兵庫県内のモスバーガー(本社:東京都)で、盲導犬支援のチャリティーが9月から展開されている。特定の商品を購入すると、その売り上げの一部が「社会福祉法人 兵庫盲導犬協会」(神戸市西区)に寄付されるという。縁を結んだのは、互いの思いと行動力だった。

ハーネスと子犬(写真提供:兵庫盲導犬協会)

 同協会は盲導犬を育成し、視覚障がい者へ無償で貸与する事業に取り組んでいるが、その活動費の9割は、一般支援者や企業からの寄付・寄贈、募金などによって賄われている。ところが、新型コロナウィルスの影響でイベントは中止続き。街頭の募金活動は自粛、支援企業も厳しい状況に陥ったことから寄付が見込めず、先の見えない不安な状態が続いていた。

視覚障がい者の目となり暮らしのパートナーとなる盲導犬(写真:兵庫盲導犬協会)
イスの位置を知らせる訓練(写真提供:兵庫盲導犬協会)
企業などに設置されている募金箱(ラジオ関西)
募金活動のようす(写真提供:兵庫盲導犬協会)

 そこで4月、クラウドファンディングで支援を呼びかけた。すると約250人から、目標額を上回る500万円以上の支援が寄せられた。しかし、盲導犬を1頭育成するのにさえ500〰600万円の費用がかかる。不安をぬぐうことはできなかった。

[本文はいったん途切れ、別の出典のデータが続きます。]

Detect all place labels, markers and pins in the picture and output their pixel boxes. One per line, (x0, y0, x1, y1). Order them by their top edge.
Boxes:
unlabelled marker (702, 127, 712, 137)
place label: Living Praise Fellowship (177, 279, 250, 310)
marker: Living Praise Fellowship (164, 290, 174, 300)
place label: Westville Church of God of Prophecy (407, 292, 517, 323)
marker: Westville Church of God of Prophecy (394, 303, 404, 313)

 その窮状を新聞記事で知ったのが、株式会社モスフードサービスの兵庫支部メンバーだった。「電子マネーの普及により、店頭での募金も減少傾向にあることを実感していた矢先。何かしらお役に立てないかと考えました」と振り返るのは、同支部キャンペーン推進委員の園田正樹さん。県内の加盟店のオーナーに呼び掛けたところ、快く賛同してくれたのだそう。チャリティーは、兵庫県内のモスバーガー38店舗が一体となって展開することに決まった。

 支援を受ける同協会事務局長の田中邦人さんは「本当に苦しい時だったので(モスバーガーからの申し出は)うれしかった。私たちの事業は、支援という形での皆様の“愛情”が集まって成り立っているものですので」と感謝を込めて語る。

 9月12日から展開中のチャリティー。対象メニューは、「フォカッチャサンド 馬蹄型(ばていけい)ソーセージ&グランピングソース」(420円、11月上旬までの期間限定販売)と、「グリーンバーガー<テリヤキ>」(580円)。フォカッチャサンドは、馬の蹄鉄型の薫製ソーセージに、バーベキューソースをアレンジした‟グランピングソース“を合わせ、フォカッチャで挟み込んでいる。グリーンバーガーは、野菜と穀物を主原料としたうえ、五葷(ごくん、※1)も抜いたヘルシーバーガーだ。それぞれ、1個購入につき10円が同協会に寄付される。

フォカッチャサンド 馬蹄型ソーセージ&グランピングソース(画像提供:モスフードサービス)
グリーンバーガー〈テリヤキ〉(画像提供:モスフードサービス)

 園田さんは「地元の方々に日頃の恩返しができればという思いもありました。学ぶことも多く、こちらが感謝しています」と話す。今後は、企業の活動方法の見直しを視野に入れてスタッフ参加型の活動を模索。同協会へも、形を変えながら継続的な支援を考えているという。協会側も「緊急事態宣言解除後、イベントなどの依頼も徐々に増えています。いつか、県内のモスバーガーの店頭に盲導犬を連れて行ってのPRも行いたい」と意欲的だ。

 双方の思いと行動力が実って結ばれた縁。企業や団体、そして私たち一人ひとりも何かしらの気付きが得られそう。今後の広がりにも注目したい。

 モスバーガーの兵庫盲導犬協会チャリティーは、兵庫県内の38店舗で11月10日(水)まで。

明石海峡をバックに(写真提供:兵庫盲導犬協会)

※1 仏教における臭気の強い5種の野菜(ねぎ、らっきょう、ニラ、にんにく、たまねぎ)のこと。